Tuesday, May 31, 2011

Dust Allergy Treatment

This blog is about insects and mites and the damage a few of them cause to we humans. Few people realize that a tiny mite that lives in the dust in our homes can cause severe, even life-threatening, allergy symptoms. While most people are unaffected, just like most people are not allergic to grass pollen, for those that are it can significantly impact their lives.

What causes dust allergy?

Allergies to household dust are common and tend to be worse in winter when houses are sealed up tight against cold weather. All allergies are caused by the reaction of our immune system to molecules called proteins that enter through our lungs, digestive system, or skin. If we eat something we are allergic to our body reacts, often violently. Likewise if we breath something we are allergic to we experience a range of symptoms from a mildly stuffy nose to anaphylactic shock.
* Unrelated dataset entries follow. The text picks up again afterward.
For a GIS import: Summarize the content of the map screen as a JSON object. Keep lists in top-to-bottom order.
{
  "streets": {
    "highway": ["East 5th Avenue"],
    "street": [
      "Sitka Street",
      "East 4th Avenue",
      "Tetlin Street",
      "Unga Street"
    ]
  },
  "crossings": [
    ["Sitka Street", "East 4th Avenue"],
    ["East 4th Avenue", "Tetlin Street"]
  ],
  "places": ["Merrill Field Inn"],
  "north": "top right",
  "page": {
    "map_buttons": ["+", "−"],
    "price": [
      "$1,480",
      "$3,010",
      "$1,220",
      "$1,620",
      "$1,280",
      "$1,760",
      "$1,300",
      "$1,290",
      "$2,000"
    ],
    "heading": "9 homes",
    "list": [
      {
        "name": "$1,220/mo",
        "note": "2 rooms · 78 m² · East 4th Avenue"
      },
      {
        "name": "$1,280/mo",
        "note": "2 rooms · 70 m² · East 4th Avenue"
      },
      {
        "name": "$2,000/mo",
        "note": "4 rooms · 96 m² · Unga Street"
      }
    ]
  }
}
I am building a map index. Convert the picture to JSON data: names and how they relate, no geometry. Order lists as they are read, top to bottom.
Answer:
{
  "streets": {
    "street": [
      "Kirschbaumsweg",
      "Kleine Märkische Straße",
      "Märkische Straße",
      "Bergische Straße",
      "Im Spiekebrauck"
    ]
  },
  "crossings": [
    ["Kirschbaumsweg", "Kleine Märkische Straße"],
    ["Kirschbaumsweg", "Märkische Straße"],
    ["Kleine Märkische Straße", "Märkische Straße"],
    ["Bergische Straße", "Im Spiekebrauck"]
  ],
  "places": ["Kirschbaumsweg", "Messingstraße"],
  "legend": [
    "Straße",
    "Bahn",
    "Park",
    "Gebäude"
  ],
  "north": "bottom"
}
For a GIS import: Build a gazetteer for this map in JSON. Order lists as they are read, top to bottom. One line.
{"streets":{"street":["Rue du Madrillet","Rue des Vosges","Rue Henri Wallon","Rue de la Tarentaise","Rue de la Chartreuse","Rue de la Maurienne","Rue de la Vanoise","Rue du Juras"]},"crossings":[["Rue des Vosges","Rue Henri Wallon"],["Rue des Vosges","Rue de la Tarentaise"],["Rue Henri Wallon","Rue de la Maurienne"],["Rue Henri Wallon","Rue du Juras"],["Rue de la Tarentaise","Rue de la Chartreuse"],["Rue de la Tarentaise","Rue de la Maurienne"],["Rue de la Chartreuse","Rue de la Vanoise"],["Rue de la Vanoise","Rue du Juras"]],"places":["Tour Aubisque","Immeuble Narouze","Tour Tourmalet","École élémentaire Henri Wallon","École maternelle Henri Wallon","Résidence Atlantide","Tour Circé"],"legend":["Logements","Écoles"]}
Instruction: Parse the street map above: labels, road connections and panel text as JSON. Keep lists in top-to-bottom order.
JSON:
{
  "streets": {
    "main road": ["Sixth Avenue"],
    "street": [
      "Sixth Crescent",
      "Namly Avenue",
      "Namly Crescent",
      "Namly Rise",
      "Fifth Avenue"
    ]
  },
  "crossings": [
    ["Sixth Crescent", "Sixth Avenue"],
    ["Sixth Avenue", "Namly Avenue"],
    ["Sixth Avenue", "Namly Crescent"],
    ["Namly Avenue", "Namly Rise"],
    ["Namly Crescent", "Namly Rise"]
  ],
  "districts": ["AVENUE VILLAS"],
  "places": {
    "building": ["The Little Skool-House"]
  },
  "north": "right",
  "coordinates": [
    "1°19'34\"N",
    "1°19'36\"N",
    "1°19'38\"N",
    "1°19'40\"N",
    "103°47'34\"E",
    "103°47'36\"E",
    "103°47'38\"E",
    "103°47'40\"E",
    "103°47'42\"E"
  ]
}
An allergy to dust is caused by proteins in the dust that we react to when they enter our lungs. The allergy-producing protein (allergen) is in dust because of a tiny mite, the dust mite, that lives in and consumes part of the dust. The allergen is part of the mite's waste products.

Treating dust allergies

The key steps to treating dust allergies are (1) reduce the amount of dust, and allergen, in your environment; (2) reduce the activity of dust mites; (3) medically treat the allergy symptoms.

Step 1

Dust and allergen can be reduced by normal cleaning, choosing the right the furnishings for a room, and filtering the air to remove allergen particles. It is especially important to reduce the amount of dust and allergen in bedrooms because of the adverse effect these allergies have on sleep quality.

Wet cleaning is much better than dry sweeping or dusting which only serves to stir up dust and the allergen pool. Most types of vacuum cleaners are counter productive as well. Floors and windows should be regularly washed, even the walls and ceiling in the bedroom should be washed yearly. No special soap is needed. The idea is to remove dust and allergens and simple water plus a mild detergent will suffice.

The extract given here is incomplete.